The current procedures are based on the risks associated with each viral vector system. For example, susceptibility to virucidal agents varies because some viral vectors are enveloped and some have only a proteinaceous capsid. We require all patient areas to use only the approved products (Table 1) that meet the definition of intermediate-level disinfectants. Consideration is also given to the compatibility of different disinfection products with the materials present in the patient room. For example, some disinfectants may damage medical equipment, and to avoid potential issues, we consult with the biomedical engineering department of our organization before use. Future studies must evaluate the effectiveness of other disinfectants on different viral vector systems that can be potentially used for human gene therapy research. Currently, there is limited data that validate disinfection practices in a clinical setting when it comes to viral vector systems.
Table 1.
The Intermediate-Level Disinfectants Approved for Use with Viral Vector Systems or Approved Gene Therapy Products.a
Intermediate-Level Disinfectants | ||
---|---|---|
Product | Description |
Contact Time
Wet Time |
Clorox Healthcare bleach germicidal cleaner, spray or wipe | Active ingredient: 0.55% sodium hypochlorite (equivalent to a 1:10 bleach solution) | 3 min |
PDI Sani-Cloth AF3 germicidal disposable wipe | Active ingredients: quaternary ammonium compounds Does not contain fragrance, alcohol, bleach, acid, phenol, acetone, or ammonia. Only available in a wipe; if a Quaternary Ammonium spray is needed, the approved product is Virex Tb RTU. |
3 min |
Metrex Cavicide spray or CaviWipes | Active ingredients: isopropyl alcohol (17.2%) and ammonium chloride Only approved for hospital use if equipment IFU requires it. Bleach free |
3 min |
Clorox Healthcare hydrogen peroxide cleaner disinfectant spray or wipe | - Active ingredient: 1.4% hydrogen peroxide | Wipes: 5 min Spray: 4 min |
Diversity Virex Tb ready-to-use disinfectant cleaner spray | - Active ingredients: quaternary ammonium compounds | 10 min |
Abbreviation: IFU, manufacturer’s instructions of use.
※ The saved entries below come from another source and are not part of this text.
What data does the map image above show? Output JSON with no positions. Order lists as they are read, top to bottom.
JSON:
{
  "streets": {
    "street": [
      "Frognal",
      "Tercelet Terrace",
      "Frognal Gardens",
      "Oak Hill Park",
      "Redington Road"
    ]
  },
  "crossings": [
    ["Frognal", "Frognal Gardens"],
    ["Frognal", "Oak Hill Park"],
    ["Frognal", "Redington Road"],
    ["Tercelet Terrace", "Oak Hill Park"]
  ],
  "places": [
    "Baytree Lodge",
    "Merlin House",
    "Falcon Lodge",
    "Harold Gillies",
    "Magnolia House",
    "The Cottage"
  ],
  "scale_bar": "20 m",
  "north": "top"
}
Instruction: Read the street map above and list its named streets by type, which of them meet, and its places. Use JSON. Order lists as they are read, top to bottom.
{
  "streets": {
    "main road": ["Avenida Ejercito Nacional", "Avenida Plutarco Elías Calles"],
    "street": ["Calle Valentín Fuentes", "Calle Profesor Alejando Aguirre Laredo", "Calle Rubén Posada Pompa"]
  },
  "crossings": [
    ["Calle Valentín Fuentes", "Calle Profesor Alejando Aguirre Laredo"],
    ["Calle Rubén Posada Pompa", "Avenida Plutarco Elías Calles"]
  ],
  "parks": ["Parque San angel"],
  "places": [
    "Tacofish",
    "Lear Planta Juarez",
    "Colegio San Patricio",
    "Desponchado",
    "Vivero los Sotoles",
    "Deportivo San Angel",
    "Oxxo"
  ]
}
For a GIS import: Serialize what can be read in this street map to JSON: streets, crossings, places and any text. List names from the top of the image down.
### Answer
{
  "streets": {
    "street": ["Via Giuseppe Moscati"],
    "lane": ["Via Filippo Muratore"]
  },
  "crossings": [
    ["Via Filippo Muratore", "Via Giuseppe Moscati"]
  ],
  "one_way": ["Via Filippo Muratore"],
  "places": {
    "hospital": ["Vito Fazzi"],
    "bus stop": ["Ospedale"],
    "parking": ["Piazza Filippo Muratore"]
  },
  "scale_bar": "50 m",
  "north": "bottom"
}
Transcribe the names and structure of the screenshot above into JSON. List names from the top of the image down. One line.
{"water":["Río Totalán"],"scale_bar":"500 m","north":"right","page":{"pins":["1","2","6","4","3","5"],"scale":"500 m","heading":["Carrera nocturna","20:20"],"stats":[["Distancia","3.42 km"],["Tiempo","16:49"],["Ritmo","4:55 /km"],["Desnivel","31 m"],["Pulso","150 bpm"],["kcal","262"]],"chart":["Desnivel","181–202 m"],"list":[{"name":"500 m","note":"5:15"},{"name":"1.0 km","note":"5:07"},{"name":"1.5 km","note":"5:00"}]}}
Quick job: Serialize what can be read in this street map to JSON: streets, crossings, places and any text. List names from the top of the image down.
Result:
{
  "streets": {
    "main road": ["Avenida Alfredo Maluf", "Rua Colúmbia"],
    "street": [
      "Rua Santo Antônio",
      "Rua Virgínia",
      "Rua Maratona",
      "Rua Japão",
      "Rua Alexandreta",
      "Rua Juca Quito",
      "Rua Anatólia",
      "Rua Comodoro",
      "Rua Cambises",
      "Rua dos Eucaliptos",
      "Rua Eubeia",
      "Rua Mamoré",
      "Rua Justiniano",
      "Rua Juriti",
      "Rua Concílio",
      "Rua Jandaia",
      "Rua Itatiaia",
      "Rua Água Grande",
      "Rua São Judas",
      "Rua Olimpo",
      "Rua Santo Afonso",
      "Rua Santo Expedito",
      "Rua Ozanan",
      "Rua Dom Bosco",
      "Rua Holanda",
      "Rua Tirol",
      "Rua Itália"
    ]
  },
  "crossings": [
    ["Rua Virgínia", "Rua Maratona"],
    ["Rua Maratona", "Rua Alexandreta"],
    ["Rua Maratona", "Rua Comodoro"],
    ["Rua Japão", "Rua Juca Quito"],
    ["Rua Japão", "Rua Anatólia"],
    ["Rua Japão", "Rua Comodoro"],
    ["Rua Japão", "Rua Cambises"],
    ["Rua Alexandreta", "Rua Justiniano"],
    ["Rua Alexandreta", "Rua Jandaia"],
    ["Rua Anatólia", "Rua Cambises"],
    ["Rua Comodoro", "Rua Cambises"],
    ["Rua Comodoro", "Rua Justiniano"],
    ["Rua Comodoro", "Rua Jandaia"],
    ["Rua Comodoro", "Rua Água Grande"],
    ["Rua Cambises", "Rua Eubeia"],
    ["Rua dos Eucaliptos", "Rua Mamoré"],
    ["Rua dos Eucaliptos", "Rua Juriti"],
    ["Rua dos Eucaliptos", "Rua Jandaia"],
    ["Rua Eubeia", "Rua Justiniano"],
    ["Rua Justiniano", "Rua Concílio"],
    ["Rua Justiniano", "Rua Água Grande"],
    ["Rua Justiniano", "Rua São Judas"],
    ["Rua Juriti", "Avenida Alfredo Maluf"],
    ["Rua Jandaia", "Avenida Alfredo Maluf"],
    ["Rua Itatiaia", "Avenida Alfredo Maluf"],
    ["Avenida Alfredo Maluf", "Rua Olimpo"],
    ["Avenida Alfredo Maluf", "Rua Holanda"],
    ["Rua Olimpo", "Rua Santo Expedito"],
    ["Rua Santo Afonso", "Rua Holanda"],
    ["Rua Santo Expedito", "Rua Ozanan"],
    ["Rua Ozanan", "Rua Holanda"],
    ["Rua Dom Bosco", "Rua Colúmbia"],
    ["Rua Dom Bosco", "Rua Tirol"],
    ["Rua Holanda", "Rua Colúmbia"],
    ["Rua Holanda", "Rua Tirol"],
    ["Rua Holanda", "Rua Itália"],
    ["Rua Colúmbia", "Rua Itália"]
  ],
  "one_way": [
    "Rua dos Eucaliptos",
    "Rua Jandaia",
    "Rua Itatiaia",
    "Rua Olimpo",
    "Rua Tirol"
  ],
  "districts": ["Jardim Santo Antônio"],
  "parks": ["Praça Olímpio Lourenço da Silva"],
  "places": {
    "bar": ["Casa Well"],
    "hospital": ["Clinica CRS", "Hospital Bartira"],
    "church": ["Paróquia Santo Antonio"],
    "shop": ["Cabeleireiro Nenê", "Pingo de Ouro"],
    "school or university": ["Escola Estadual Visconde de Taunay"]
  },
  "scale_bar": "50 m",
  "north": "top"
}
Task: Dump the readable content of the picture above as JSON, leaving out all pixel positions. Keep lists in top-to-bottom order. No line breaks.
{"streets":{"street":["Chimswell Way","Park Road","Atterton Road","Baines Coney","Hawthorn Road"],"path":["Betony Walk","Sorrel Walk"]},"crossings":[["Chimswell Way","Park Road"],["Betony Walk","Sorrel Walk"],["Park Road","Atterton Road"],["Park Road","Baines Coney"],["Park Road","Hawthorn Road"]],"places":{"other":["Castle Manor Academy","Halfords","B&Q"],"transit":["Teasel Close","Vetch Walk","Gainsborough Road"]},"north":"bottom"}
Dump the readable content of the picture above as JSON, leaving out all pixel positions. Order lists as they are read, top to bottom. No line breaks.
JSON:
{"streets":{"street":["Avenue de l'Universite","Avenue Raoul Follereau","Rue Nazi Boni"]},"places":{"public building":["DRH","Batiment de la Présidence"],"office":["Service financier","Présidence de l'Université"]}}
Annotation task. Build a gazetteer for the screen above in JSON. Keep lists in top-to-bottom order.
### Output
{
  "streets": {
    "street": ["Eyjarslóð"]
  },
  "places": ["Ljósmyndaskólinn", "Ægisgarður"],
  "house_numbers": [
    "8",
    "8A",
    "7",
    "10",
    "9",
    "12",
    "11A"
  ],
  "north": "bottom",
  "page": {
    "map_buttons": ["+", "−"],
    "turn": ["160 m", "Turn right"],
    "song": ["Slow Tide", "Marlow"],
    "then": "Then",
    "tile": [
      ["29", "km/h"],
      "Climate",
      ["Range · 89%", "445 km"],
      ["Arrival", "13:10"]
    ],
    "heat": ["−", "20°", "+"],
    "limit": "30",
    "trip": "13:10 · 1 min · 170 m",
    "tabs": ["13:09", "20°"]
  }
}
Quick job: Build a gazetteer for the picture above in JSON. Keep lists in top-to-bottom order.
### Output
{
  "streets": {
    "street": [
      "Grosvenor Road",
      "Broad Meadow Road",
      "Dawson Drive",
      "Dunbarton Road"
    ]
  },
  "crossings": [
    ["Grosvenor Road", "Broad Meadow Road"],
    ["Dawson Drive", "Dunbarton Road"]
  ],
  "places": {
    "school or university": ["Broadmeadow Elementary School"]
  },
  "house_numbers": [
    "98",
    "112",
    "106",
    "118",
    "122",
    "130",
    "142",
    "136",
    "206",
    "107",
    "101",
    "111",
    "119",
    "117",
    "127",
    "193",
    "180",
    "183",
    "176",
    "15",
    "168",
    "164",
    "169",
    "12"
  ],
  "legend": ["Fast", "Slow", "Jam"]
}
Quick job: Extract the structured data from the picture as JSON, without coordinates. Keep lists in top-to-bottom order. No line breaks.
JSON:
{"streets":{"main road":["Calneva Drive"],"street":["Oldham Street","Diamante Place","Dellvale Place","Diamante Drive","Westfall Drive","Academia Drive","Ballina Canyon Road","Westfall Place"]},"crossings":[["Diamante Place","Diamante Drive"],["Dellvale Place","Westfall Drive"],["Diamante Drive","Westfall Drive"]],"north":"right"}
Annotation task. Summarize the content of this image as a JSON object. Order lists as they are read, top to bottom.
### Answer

a Alcohol is not an effective disinfectant against adeno-associated virus and adenovirus.
Policy Development
The NIH recombinant DNA guidelines and the fifth edition of the BMBL offer the general framework of working with viral vectors and are often used as a reference for risk assessment for human gene transfer research. 6,19,20 In the clinical setting, the CDC’s Healthcare Infection Control Guidelines and OSHA’s Bloodborne Pathogen Standard recommend safeguards to protect workers against health hazards related to infectious material. 28 Similarly, USP <800> describes the practice and quality standards for handling hazardous drugs to promote patient safety, worker safety, and environmental protection. 29 However, standard documents for conducting a comprehensive risk assessment do not exist for viral vector systems used in gene therapy in the health care setting. Moreover, FDA-approved products are exempt from IBC purview, so in the absence of a defined oversight, individual organizations must develop their own policies and procedures.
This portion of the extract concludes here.